Doordash’s infusion of cash allowed Fridge No More to keep operating while Doordash conducted due diligence ahead of the potential acquisition of parts of the company. Some Fridge No More employees even interviewed for jobs at Doordash.
“We have had numerous meetings and calls with them, some of you had interviews,” Danilov wrote in Thursday’s message to employees. “Everything seemed to be going well and moving forward until Tuesday morning.”
Then on Wednesday, Doordash “unexpectedly cancelled the deal and stopped financing,” according to Danilov.
“I was not provided a detailed reason as to why,” he said.
Danilov did not mention Doordash by name in the messages, referring instead to an unnamed “promising strategic partner,” but The Post independently confirmed that Doordash was the company involved.
A source close to Doordash told The Post that “the talks ended due to multiple factors that arose during due diligence including operational issues that would have been costly and have taken months to remediate.
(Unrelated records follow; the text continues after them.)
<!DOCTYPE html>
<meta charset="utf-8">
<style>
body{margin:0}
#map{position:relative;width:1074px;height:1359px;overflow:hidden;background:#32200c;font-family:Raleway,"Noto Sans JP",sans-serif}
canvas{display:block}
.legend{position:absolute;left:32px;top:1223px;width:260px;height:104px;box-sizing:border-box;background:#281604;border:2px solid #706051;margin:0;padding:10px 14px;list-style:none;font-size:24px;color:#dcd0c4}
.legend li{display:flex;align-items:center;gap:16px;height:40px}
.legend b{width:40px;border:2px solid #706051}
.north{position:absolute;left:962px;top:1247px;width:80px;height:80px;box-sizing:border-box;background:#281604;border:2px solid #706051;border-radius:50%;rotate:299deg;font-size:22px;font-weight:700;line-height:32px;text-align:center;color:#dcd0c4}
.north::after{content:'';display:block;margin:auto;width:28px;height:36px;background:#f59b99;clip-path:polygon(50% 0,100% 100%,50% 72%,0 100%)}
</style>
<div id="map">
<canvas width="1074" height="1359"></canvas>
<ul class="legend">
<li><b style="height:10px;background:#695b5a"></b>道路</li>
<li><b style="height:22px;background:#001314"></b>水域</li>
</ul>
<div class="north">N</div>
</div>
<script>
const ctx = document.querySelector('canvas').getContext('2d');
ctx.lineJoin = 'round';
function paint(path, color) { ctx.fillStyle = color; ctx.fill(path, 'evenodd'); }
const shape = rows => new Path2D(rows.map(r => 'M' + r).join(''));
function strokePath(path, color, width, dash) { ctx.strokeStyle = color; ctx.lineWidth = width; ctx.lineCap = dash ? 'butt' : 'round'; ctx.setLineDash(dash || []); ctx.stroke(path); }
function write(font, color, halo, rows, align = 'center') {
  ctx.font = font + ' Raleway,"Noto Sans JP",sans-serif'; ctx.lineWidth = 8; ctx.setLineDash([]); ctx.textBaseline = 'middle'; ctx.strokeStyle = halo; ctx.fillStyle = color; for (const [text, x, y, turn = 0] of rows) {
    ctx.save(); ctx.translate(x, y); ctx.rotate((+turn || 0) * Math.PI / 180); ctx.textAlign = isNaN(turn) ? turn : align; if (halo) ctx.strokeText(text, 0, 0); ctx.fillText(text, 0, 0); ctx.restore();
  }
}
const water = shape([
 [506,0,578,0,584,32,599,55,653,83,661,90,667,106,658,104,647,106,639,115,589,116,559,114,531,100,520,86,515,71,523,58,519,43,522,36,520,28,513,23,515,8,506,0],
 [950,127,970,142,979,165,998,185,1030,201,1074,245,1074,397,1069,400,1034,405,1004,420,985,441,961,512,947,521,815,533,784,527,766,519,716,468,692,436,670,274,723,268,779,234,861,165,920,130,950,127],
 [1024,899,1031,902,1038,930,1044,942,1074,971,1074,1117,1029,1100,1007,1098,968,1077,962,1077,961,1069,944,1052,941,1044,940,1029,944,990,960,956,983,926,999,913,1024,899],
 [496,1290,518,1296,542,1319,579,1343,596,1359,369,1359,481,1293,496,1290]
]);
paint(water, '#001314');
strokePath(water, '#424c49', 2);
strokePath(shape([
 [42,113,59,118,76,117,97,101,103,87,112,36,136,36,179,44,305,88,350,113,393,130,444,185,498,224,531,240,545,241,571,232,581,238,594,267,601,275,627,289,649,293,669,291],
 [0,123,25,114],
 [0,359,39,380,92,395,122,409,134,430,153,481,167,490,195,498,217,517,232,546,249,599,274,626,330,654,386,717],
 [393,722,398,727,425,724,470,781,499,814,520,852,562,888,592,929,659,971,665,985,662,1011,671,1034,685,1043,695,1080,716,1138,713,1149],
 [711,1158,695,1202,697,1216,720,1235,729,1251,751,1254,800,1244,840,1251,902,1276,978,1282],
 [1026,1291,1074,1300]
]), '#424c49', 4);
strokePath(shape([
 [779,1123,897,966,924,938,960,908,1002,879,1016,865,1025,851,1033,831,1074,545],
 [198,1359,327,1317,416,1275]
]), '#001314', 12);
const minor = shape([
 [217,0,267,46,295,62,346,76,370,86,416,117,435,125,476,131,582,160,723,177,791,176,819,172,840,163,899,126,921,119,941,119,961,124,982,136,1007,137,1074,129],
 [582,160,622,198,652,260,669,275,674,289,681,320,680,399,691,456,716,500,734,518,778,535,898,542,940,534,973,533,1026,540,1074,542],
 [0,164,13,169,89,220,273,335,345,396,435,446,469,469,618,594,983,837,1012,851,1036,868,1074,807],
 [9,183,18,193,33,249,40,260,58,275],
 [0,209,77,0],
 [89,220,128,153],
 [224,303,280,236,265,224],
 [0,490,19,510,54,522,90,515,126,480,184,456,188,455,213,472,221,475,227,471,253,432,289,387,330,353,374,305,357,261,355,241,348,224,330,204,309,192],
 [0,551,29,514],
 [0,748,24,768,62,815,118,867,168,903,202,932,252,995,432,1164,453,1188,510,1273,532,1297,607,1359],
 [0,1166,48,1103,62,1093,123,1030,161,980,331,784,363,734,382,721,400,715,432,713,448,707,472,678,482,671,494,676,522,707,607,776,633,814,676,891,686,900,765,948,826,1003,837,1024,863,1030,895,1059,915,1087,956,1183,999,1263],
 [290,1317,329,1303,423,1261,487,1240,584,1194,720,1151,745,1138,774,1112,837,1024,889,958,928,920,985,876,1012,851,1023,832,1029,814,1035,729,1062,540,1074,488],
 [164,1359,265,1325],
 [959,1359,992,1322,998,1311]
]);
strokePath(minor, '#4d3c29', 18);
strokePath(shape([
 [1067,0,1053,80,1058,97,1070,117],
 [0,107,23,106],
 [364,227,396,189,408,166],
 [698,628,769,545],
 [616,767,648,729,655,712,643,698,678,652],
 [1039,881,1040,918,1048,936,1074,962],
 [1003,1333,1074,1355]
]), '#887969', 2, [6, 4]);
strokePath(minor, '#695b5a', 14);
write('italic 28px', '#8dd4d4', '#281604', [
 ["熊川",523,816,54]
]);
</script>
These issues were communicated to the Fridge No More team.”
But a source close to Fridge No More’s leadership claimed that Doordash’s sudden withdrawal was due Danilov and co-founder Anton Gladkoborodov being from Russia — even though the source familiar said the founders did not support Vladimir Putin’s invasion of Ukraine.
“I think they did not want the PR of acquiring a company with Russian founders right now,” the source said. “What is really sad to me is they judge the guys not by who they were or what they stood for but by their country of birthplace.”
Doordash declined to comment on the record and Fridge No More did not respond to a request for comment.
The Post was the first to report on Thursday morning that Fridge No More was shutting down.
Another Russia-backed rapid delivery app, Buyk, furloughed 98% of its employees on Friday after US sanctions and restrictions on money leaving Russia snarled its funding.
Buyk CEO James Walker told furloughed employees on Thursday afternoon that Buyk had found a loan against its assets that would allow it to pay employees for the work they conducted before the company shut down. However, the company was not able to secure US financing so employees would all be terminated as of Friday, Walker said.